Les danseurs ne dansent plus. Le petit jour va poindre, après les petites heures, très bientôt viendra l’heure bleue.
Rien ne laissait entrevoir que la pluie allait se déverser comme un incessant rideau de perles. Ni sombre ni venteux, le ciel de Paris n’annonçait rien de tel. Nous étions dans des jours caniculaires et aucun météorologue n’aurait osé se démarquer de ses confrères, au risque de passer pour un amateur, en annonçant une pluie torrentielle. Quoiqu’il en soit, j’avais visé juste en prenant comme recoin pour rappeler Tom, le large porche de cette grande bâtisse fermée par une lourde porte vert bouteille, comme on en voit bon nombre dans la capitale.

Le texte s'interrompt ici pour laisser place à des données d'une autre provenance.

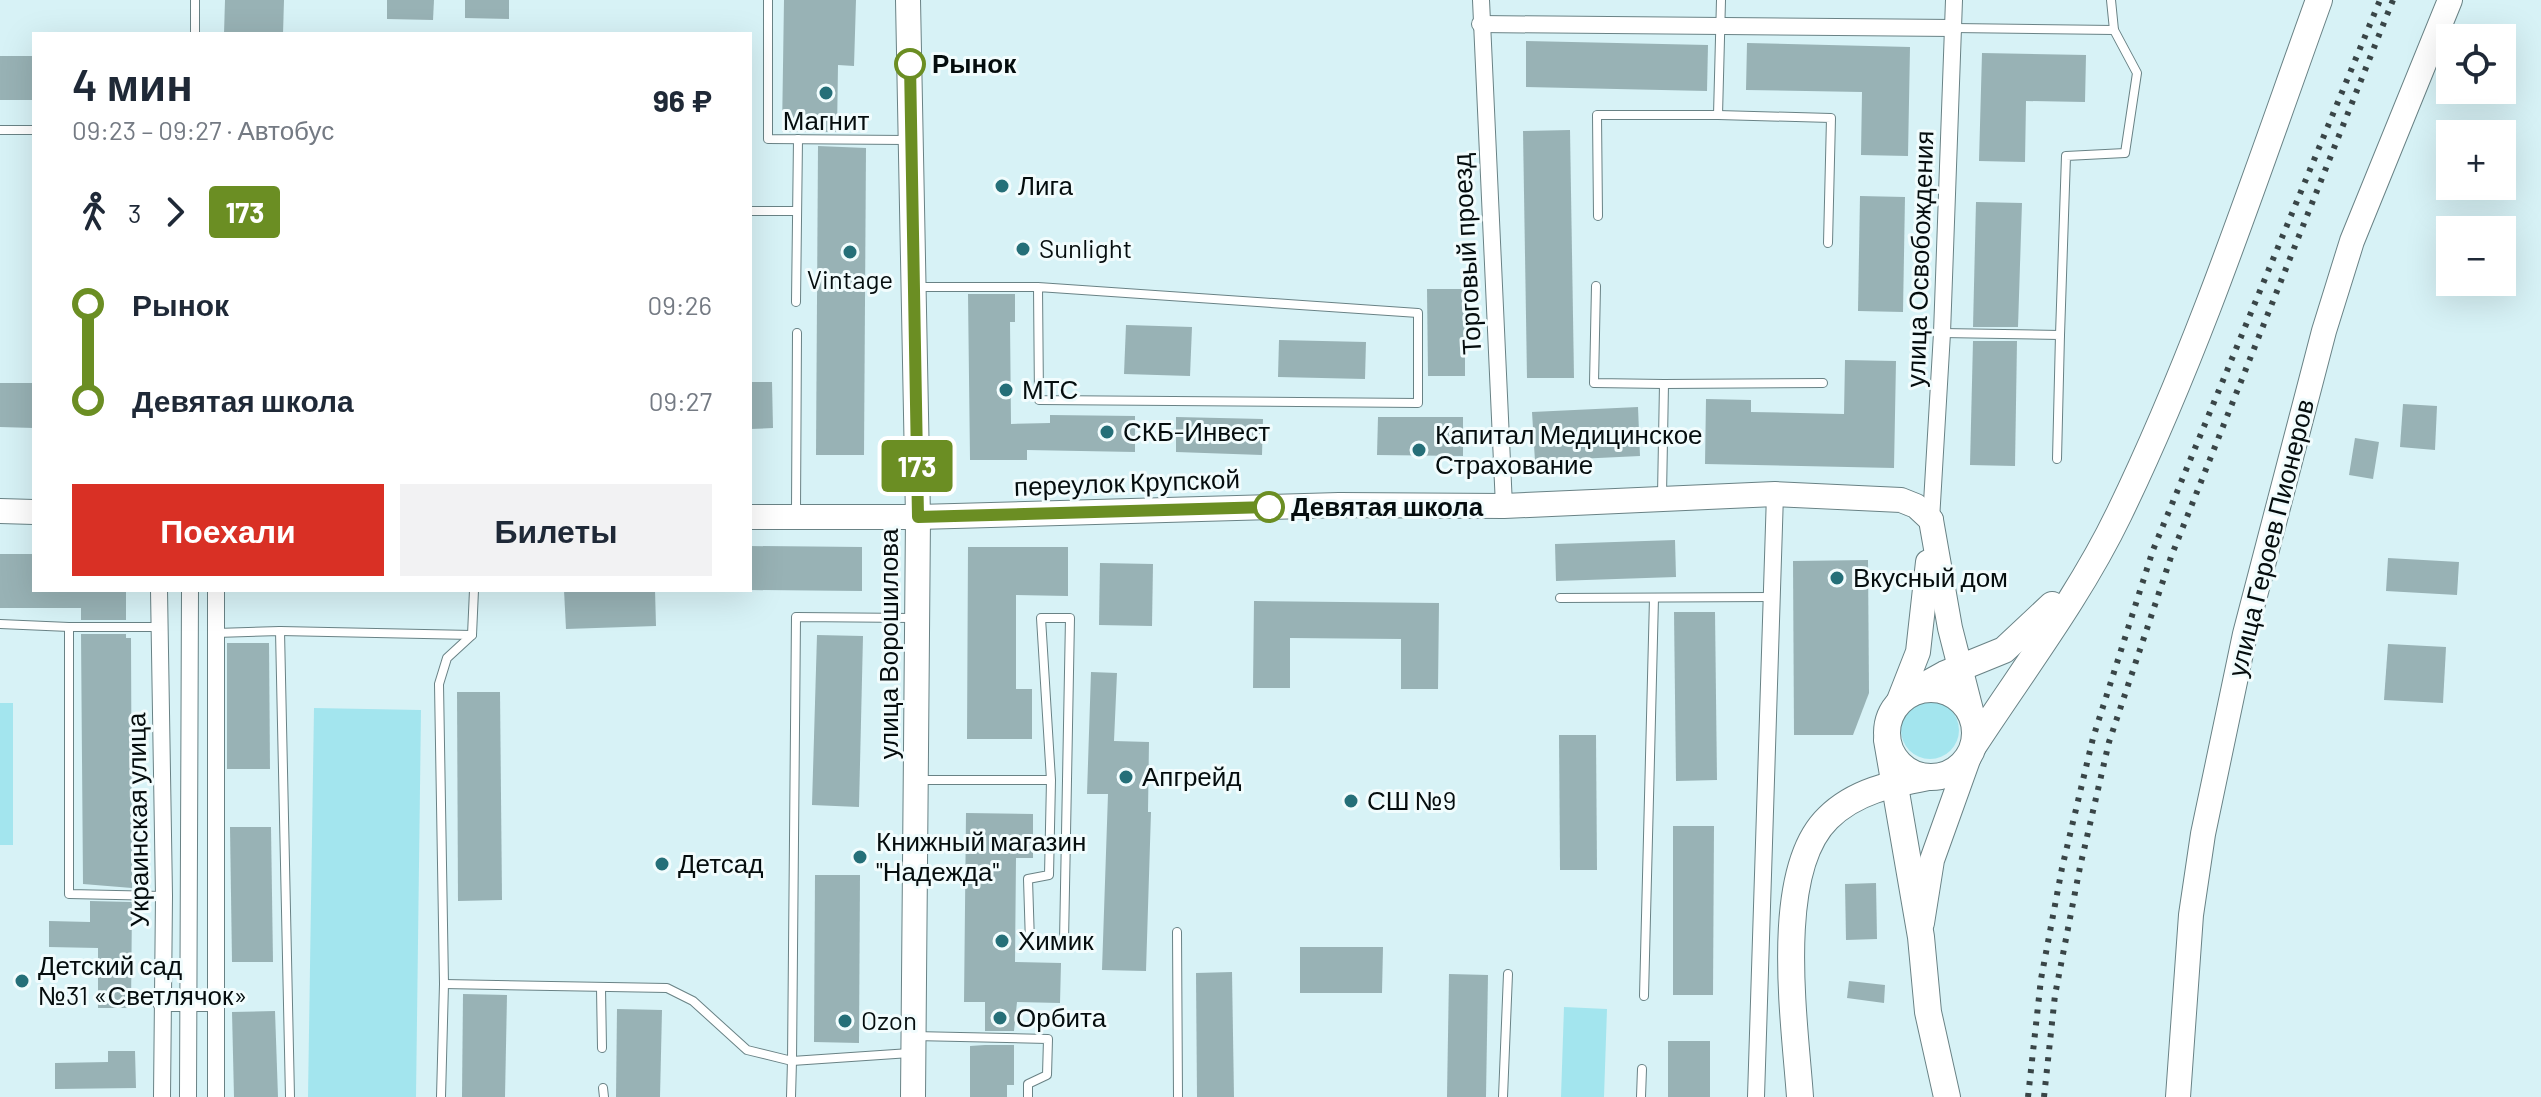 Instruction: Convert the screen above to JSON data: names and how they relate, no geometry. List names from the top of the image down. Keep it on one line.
{"streets":{"street":["Торговый проезд","улица Освобождения","переулок Крупской","улица Героев Пионеров","улица Ворошилова","Украинская улица"]},"crossings":[["Торговый проезд","переулок Крупской"],["улица Освобождения","переулок Крупской"],["переулок Крупской","улица Ворошилова"]],"places":["Рынок","Магнит","Лига","Sunlight","Vintage","МТС","СКБ-Инвест","Капитал Медицинское Страхование","Девятая школа","Вкусный дом","Апгрейд","СШ №9","Книжный магазин \"Надежда\"","Детсад","Химик","Детский сад №31 «Светлячок»","Орбита","Ozon"],"lines":["bus line 173"],"page":{"on_map":"173","map_buttons":["+","−"],"heading":["4 мин","09:23 – 09:27 · Автобус","96 ₽"],"legs":["3","173"],"list":[{"name":"Рынок","value":"09:26"},{"name":"Девятая школа","value":"09:27"}],"buttons":["Поехали","Билеты"]}}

Enfant, cela restait un grand mystère que ces portes closes, lourdes et épaisses. J’y entrevoyais des mondes cossus, des ascenseurs lourds aux poulies antiques, des escaliers de bois ciré, des rampes alambiquées, une loge, une allée arborée, des haies en arabesques, un monde. Un monde à part. Je ne saurais dire en somme, si mon souvenir me restitue les choses avec exactitude, si le temps les embellit ou si dans les nombreux beaux livres des photographes, amis de papa, amants de maman, j’avais eu ce monde à mes yeux. Mais la pluie tombait et j’étais là. Il y demeurait néanmoins une chaude moiteur sur les pavés ; une nappe de vapeur rasait le sol. C’était particulier.
Si je ne parvenais pas à joindre Tom, j’allais prendre l’option de la patience ou celle de la précipitation. Pour une fille moulée dans un jean slim et perchée sur des aiguilles de dix centimètres, il y a toujours une âme bienveillante. Ajoutez à cela les quelques lourdes gouttes qui rendaient mon soutien-gorge de dentelle noire, plus visible sous le fin tissu de ma chemise blanche et donc, une vitre s’ouvre et l’on se damnerait pour que cette fille ne fût pas mouillée. Il est des paradoxes risibles, non !
C’est un petit binoclard joufflu qui tente le sauvetage, puis un quadra qui semble souffrir pour le déluge qui s’acharne sur moi.
Un torrent descend la ruelle. Mes pieds nus dans mes sandales barbotent et Tom ne viendra sans doute jamais. Mais qu’en est-il donc de la vie qui un jour m’a souri ?
Pour tout dire, j’aime être là à la verticale, à l’aplomb des cordes de pluie. J’aurais voulu fumer une cigarette, mais je n’en ai pas et puis je ne suis pas fumeuse. Qu’un large parapluie s’inclinât vers moi eût été plus heureux sans doute. Pas plus de parapluies que de cigarettes. Et puis mon iPhone est mort. Petit arrêt spontané, grésillements, chaleur et mort. Oups, j’ai posé ma main droite sur mon sein gauche, juste sous la dentelle du soutien-gorge. Je ne sens plus de battement ; alors j’appose index et pouce en pince sur mon poignet et la vie va bien. Et puis la porte s’ouvre précédée d’un petit cliquètement mécanique qui rend l’ouverture à sa modernité.
Un autre cliquetis se fait entendre ; une petite mamie sur sa canne ; j’entrevois un porche, des pots gigantesques aux plantes impeccables.
La petite mamie a laissé se refermer sur elle la porte, lente et lourde. Le petit cliquètement à nouveau. Elle a ouvert un gigantesque parapluie et avant de se lancer dans le déluge :
Si le vent s’en mêlait, mamie allait disparaître dans les strates.